Below are some entries. Copy each line that holds the string "Данила".

Entries shown START

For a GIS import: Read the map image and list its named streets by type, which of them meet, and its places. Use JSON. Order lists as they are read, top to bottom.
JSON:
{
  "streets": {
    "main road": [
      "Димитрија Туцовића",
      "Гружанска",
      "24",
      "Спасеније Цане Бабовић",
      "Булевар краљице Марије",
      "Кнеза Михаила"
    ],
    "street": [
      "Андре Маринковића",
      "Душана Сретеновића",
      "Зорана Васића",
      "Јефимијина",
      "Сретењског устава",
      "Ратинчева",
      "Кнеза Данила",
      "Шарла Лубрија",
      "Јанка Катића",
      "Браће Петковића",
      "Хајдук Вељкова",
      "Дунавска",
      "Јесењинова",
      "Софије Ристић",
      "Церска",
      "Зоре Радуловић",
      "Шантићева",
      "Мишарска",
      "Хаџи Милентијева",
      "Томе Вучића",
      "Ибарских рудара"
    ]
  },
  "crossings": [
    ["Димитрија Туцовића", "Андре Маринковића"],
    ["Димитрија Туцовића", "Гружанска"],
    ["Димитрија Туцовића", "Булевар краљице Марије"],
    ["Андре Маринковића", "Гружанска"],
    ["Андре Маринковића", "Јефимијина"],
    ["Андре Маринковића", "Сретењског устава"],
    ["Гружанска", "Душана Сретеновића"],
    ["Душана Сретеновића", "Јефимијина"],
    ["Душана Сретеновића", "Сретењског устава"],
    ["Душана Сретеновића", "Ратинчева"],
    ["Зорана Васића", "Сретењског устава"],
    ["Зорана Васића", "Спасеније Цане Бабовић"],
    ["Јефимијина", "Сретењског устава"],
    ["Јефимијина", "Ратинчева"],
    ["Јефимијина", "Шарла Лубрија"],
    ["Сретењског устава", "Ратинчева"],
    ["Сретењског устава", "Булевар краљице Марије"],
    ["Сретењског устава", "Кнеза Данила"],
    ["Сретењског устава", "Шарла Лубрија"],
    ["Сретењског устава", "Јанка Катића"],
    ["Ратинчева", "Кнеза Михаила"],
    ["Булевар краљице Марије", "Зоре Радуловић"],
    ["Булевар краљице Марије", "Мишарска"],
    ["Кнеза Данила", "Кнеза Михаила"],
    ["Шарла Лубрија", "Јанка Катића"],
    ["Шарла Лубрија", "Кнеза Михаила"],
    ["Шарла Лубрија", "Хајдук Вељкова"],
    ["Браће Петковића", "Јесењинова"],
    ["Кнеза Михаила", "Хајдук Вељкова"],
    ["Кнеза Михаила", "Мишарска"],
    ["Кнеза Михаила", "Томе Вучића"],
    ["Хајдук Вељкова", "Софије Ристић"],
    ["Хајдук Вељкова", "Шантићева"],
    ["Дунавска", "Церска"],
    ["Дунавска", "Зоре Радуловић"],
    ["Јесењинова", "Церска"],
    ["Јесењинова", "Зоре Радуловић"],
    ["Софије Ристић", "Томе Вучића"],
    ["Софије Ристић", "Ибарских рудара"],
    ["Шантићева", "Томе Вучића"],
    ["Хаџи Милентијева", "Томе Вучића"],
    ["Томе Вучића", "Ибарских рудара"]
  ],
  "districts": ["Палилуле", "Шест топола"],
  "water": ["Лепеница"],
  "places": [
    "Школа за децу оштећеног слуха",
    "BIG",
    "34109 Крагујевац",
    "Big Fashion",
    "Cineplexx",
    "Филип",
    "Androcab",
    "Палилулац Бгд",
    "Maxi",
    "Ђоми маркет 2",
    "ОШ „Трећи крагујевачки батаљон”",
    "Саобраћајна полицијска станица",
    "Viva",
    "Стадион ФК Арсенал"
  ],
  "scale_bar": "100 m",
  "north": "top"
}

Entries shown END

#### [Solution to this task]
      "Кнеза Данила",
    ["Сретењског устава", "Кнеза Данила"],
    ["Кнеза Данила", "Кнеза Михаила"],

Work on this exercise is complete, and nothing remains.